DATA TO EXAMINE section start
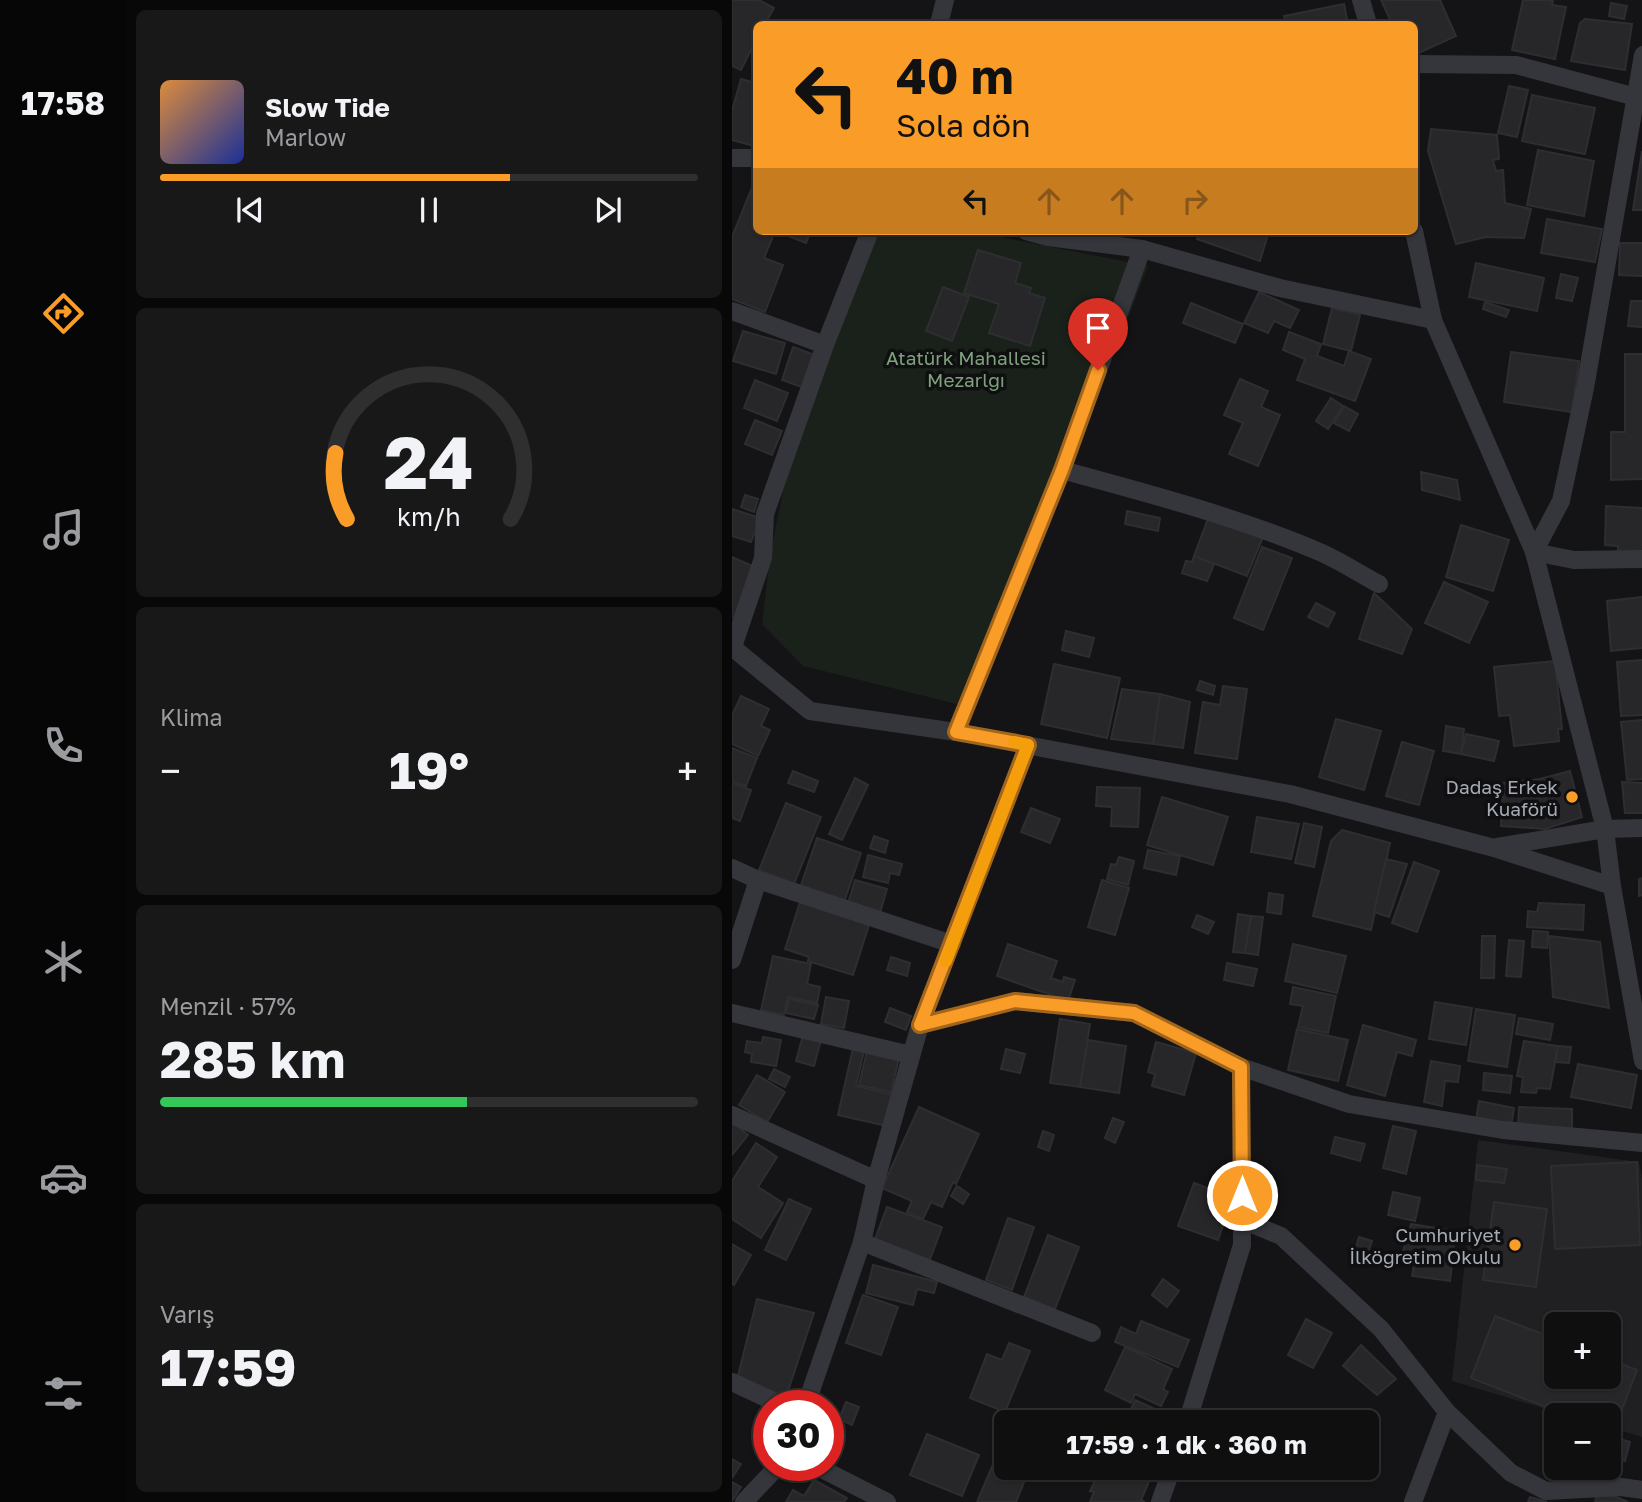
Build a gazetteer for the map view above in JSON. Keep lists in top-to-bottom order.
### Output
{
  "parks": ["Atatürk Mahallesi Mezarlğı"],
  "places": ["Dadaş Erkek Kuaförü", "Cumhuriyet İlköğretim Okulu"],
  "page": {
    "tabs": "17:58",
    "turn": ["40 m", "Sola dön"],
    "song": ["Slow Tide", "Marlow"],
    "tile": [
      "Klima",
      ["Menzil · 57%", "285 km"],
      ["Varış", "17:59"]
    ],
    "heat": ["−", "19°", "+"],
    "map_buttons": ["+", "−"],
    "limit": "30",
    "trip": "17:59 · 1 dk · 360 m",
    "gauge": ["24", "km/h"]
  }
}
DATA TO EXAMINE section end
TO DO: The records above should be returned exactly; no image belongs in the copy.

WRITTEN SOLUTION:
Build a gazetteer for the map view above in JSON. Keep lists in top-to-bottom order.
### Output
{
  "parks": ["Atatürk Mahallesi Mezarlğı"],
  "places": ["Dadaş Erkek Kuaförü", "Cumhuriyet İlköğretim Okulu"],
  "page": {
    "tabs": "17:58",
    "turn": ["40 m", "Sola dön"],
    "song": ["Slow Tide", "Marlow"],
    "tile": [
      "Klima",
      ["Menzil · 57%", "285 km"],
      ["Varış", "17:59"]
    ],
    "heat": ["−", "19°", "+"],
    "map_buttons": ["+", "−"],
    "limit": "30",
    "trip": "17:59 · 1 dk · 360 m",
    "gauge": ["24", "km/h"]
  }
}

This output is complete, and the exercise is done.